I usually shop in person, with my husband. We tend to go and get it all in one shop, weekly. A lot of the time my husband does pop into a supermarket in the week, to pick up something he can cook if I'm feeling run down. We've done the occasional internet shop too.
Main meals since Sunday? Monday I made mushroom risotto, DH& DC1 had super noodles (he adds pepperoni, spinach etc)
Tuesday DH made tuna melt wraps for us. Yesterday DC1 made himself a round of toasties, and had McDonald's fries. I had a BLC burger and DH had cheeseburger and fries.
This week the little DC have had school dinners, and so had a light tea (sandwiches / babybel / yogurt etc) We've eaten once those 2 are in bed.0 -
Yes, I find it all very daunting. I seem to need written recipes to fall back on. I get quite overwhelmed if (and when) things go astray with the meal plan.
I don't even really plan the week myself. I tend to find somewhere that will have the meals already planned out for me, and follow that.
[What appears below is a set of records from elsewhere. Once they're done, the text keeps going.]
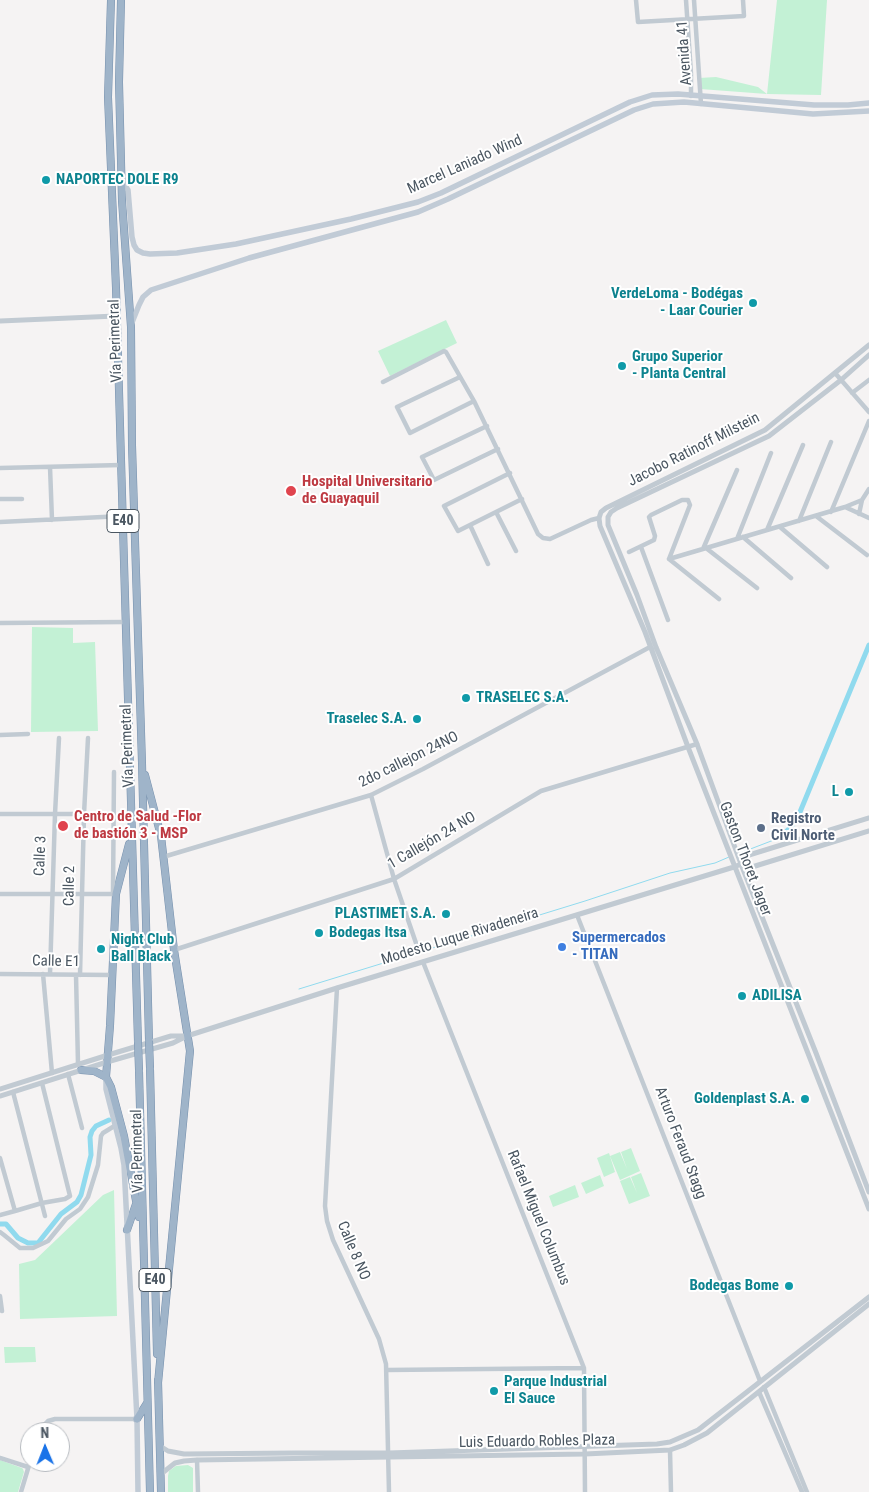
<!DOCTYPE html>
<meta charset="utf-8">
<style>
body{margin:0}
#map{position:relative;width:869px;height:1492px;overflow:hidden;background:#f5f3f3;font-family:"Roboto Condensed",sans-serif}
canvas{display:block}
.north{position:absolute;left:20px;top:1422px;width:50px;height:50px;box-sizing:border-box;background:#fff;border:1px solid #b7bbc0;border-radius:50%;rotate:359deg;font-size:14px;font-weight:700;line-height:20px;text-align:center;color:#4a5661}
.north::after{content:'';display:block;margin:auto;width:18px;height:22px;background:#1a73e8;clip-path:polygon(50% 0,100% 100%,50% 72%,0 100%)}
</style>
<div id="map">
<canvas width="869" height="1492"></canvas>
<div class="north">N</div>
</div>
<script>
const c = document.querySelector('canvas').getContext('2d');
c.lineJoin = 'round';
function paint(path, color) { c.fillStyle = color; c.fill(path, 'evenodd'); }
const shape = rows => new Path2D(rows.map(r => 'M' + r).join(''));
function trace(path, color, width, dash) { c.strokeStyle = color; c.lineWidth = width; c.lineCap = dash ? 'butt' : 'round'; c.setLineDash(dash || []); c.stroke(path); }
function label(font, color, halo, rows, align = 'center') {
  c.font = font + ' "Roboto Condensed",sans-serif'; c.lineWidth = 4; c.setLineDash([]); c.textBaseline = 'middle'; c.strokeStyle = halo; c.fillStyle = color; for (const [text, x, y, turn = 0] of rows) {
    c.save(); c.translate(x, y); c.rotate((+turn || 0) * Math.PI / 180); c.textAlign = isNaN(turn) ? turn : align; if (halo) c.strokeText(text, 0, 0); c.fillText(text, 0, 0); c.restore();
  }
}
paint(shape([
 [777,0,827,0,821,95,767,94,700,89,699,78,716,77,758,87,767,94],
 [446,320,457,343,390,376,378,351],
 [32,627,73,628,73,643,95,642,98,731,31,732],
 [631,1148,640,1171,620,1180,610,1156,620,1152,627,1169,621,1152],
 [609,1153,615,1172,604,1177,597,1158],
 [641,1173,650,1196,629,1204,620,1181,630,1177,637,1193,631,1177],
 [600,1175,604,1186,586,1194,581,1183],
 [575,1185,579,1197,553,1207,549,1196],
 [114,1190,117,1316,20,1319,19,1264,35,1260,103,1195],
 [4,1347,35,1347,36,1362,5,1363],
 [0,1460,22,1468,23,1469,24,1472,18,1492,0,1492],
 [188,1465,193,1468,193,1492,168,1492,168,1476,169,1471,176,1466]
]), '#c3f1d5');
trace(shape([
 [740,853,779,838],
 [299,989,585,901,670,873,715,863,729,857]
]), '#90daee', 1);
trace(shape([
 [779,838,791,827,800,812,869,645],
 [0,1224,6,1224,18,1238,28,1243,38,1243,61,1214,77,1202,81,1195,91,1155,90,1137,92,1131,96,1126,109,1120]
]), '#90daee', 5);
const trunk = shape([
 [111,0,108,97,116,288,138,1042],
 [121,0,119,82,122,201,131,327,132,445,142,763,149,1041],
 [145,775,161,836,174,950,190,1051,158,1383],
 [129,844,116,894,110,1026,106,1077,111,1087,124,1136,139,1217],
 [150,1068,157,1354],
 [81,1070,94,1071,106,1077],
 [139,1070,150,1492],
 [127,1230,136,1204],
 [158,1380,161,1492],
 [137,1419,147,1403]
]);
trace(trunk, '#7690ad', 8);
trace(shape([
 [636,0,638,22,744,16,743,0],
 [686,0,691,74,691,96],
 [694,0,701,104],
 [835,373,869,412],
 [460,377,397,407,410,433,474,401],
 [383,382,444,351,446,352,474,401,538,534,543,538,550,539,591,520,599,518],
 [852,393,869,380],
 [487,426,422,457,434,480,498,449],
 [50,467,52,520],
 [0,468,121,465],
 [510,473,444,506,458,531,522,499],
 [0,499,22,499],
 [845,507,869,518],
 [496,512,516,551],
 [831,512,869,421],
 [859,514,862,500,869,489],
 [816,516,867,555],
 [799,521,831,442],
 [0,522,123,516],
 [470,525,488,564],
 [780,527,827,567],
 [767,530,803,445],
 [743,537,791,578],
 [737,539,771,453],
 [641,547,668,620],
 [706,548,757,588],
 [703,549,737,470],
 [629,552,654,540,655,536,649,517,651,515,682,500,688,500,690,505,669,559],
 [669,559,845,507,862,500],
 [669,559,719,599],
 [0,623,125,622],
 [0,735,28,734],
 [371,795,394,879,417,946],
 [0,814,113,814],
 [163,857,371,795,423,769,650,647],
 [0,894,115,894],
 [113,894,114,772],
 [577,915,760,1381],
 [174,950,394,879,541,791,697,744],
 [423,962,584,1368,585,1492],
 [0,974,112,975],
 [43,974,52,1073],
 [50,974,55,814,59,738],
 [76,975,78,1064],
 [80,975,84,814,88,738],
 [337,988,325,1206,327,1221,333,1240,379,1339,386,1364,389,1492],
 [68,1074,82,1128],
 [13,1092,45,1216],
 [0,1158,15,1211,42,1203,65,1199,70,1196,42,1083],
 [0,1215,15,1211],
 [0,1232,4,1235,20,1248,33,1248,48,1241,66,1219,80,1209,88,1197,98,1165,101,1136,103,1133,116,1125],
 [0,1296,2,1311],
 [387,1370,584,1368],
 [764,1387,807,1492],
 [759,1392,802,1492],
 [41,1432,42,1427,48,1421,55,1419,137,1419],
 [670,1450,671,1492],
 [0,1458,28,1467],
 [197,1460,198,1492],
 [21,1492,30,1462]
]), '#c1cad2', 4.5);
trace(shape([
 [0,321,116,316],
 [869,345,765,430,606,508,601,512,599,518,600,526,645,632,688,747,869,1209],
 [869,355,841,380,769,436,617,508,611,512,608,517,608,525,637,595,656,647,697,744,741,864,816,1053,869,1192],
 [741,864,752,867,869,831],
 [0,1089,108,1055,171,1036,184,1036],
 [0,1096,107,1062,173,1043,187,1036,337,988,734,867,741,864,749,855,869,818],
 [160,1446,168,1451,184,1454,295,1453,389,1453,657,1444,670,1442,698,1430,869,1297],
 [161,1474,175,1463,184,1461,197,1460,585,1454,670,1450,684,1445,707,1433,869,1304]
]), '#c1cad2', 5);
trace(shape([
 [122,181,128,190,132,237,134,245,137,250,143,253,150,254,177,253,236,244,351,219,418,202,441,193,630,102,652,95,678,94,814,105,848,105,869,103],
 [131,325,139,305,143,297,151,290,249,258,418,212,448,199,634,110,653,104,684,102,813,114,869,111],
 [106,1079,106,1089,121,1148,124,1165,137,1419,138,1492]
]), '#c1cbd6', 5.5);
trace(trunk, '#9fb4c9', 7);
const trunkBridge = shape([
 [149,1041,150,1068],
 [138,1042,139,1070]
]);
trace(trunkBridge, '#7690ad', 8, []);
trace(trunkBridge, '#9fb4c9', 7);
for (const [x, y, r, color] of [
 [46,180,5,"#0f9aa8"],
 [753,303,5,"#0f9aa8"],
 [622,366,5,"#0f9aa8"],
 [291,491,6,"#e0444e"],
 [466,698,5,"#0f9aa8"],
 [417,719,5,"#0f9aa8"],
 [849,792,5,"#0f9aa8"],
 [63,826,6,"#e0444e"],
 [761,828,5,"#5c6f8a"],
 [446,914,5,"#0f9aa8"],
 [319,933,5,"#0f9aa8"],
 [562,947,5,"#3f7fe0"],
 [101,949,5,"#0f9aa8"],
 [742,996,5,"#0f9aa8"],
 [805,1099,5,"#0f9aa8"],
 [789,1286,5,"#0f9aa8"],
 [494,1391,5,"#0f9aa8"]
]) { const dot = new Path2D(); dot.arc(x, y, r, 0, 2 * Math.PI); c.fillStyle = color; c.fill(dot); trace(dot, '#fff', 2); }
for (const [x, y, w] of [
 [123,521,32],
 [155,1280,32]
]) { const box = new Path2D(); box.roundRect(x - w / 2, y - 11.5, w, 23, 4); c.fillStyle = '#fff'; c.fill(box); trace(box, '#4a5661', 1); }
label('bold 14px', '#4a5661', null, [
 ["E40",123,521],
 ["E40",155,1280]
]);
label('15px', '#4a5661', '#fff', [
 ["Avenida 41",685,53,-94],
 ["Marcel Laniado Wind",465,165,-24],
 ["Vía Perimetral",116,341,-92],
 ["Jacobo Ratinoff Milstein",694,450,-27],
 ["Vía Perimetral",128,746,-92],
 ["2do callejon 24NO",409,760,-26],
 ["1 Callejón 24 NO",432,841,-30],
 ["Calle 3",41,856,-88],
 ["Gaston Thoret Jager",745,859,69],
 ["Calle 2",70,886,-89],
 ["Modesto Luque Rivadeneira",460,937,-17],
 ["Calle E1",56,962,1],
 ["Arturo Feraud Stagg",680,1143,69],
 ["Vía Perimetral",138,1151,-91],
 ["Rafael Miguel Columbus",538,1218,68],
 ["Calle 8 NO",353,1251,67],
 ["Luis Eduardo Robles Plaza",537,1442,-1]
]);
label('bold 15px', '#0d838f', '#fff', [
 ["NAPORTEC DOLE R9",56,180],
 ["VerdeLoma - Bodégas",743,294,"right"],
 ["- Laar Courier",743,311,"right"],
 ["Grupo Superior",632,357],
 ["- Planta Central",632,374],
 ["TRASELEC S.A.",476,698],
 ["Traselec S.A.",407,719,"right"],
 ["L",839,792,"right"],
 ["PLASTIMET S.A.",436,914,"right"],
 ["Bodegas Itsa",329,933],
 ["Night Club",111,940],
 ["Ball Black",111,957],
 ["ADILISA",752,996],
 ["Goldenplast S.A.",795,1099,"right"],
 ["Bodegas Bome",779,1286,"right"],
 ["Parque Industrial",504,1382],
 ["El Sauce",504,1399]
], 'left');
label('bold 15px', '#be3a42', '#fff', [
 ["Hospital Universitario",302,482],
 ["de Guayaquil",302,499],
 ["Centro de Salud -Flor",74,817],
 ["de bastión 3 - MSP",74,834]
], 'left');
label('bold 15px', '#4e5e75', '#fff', [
 ["Registro",771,819],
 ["Civil Norte",771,836]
], 'left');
label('bold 15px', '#366cbe', '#fff', [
 ["Supermercados",572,938],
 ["- TITAN",572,955]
], 'left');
</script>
As you can see, it's all gone to pot this week:eek:0 -
Just goes to show you're normal love, we all have weeks when all goes to pot!
I have a daughter who teaches and she's watched me over the years and decided what I am is a 'kinesthetic learner' which means the first time I do a recipe (or anything else) I have to have the book open right beside me and follow it to a T! constantly referring to both ingredients list and method. I have to do this at the very least half a dozen times before I have a go at collecting together ingredients from memory, usually having left half of them out. It takes about a dozen makings of a recipe for me to have it wired in my head and able to do it from memory. However if I don't make it for a few months we are back to day one of all that, so confusion around food isn't always a conscious thing! I've been cooking for 60 odd years and I still have to make things right because it's all gone to pot horribly regularly, you're not alone!!! xxx.0 -
Thank you.
I would love to walk into the kitchen, and put something together. I'm rather fed up of it all, following recipes all the time. Sometimes, yes, a new recipe book is a treat and it's fun to cook the new things in it. It's just the everyday cooking something from them is tiresome.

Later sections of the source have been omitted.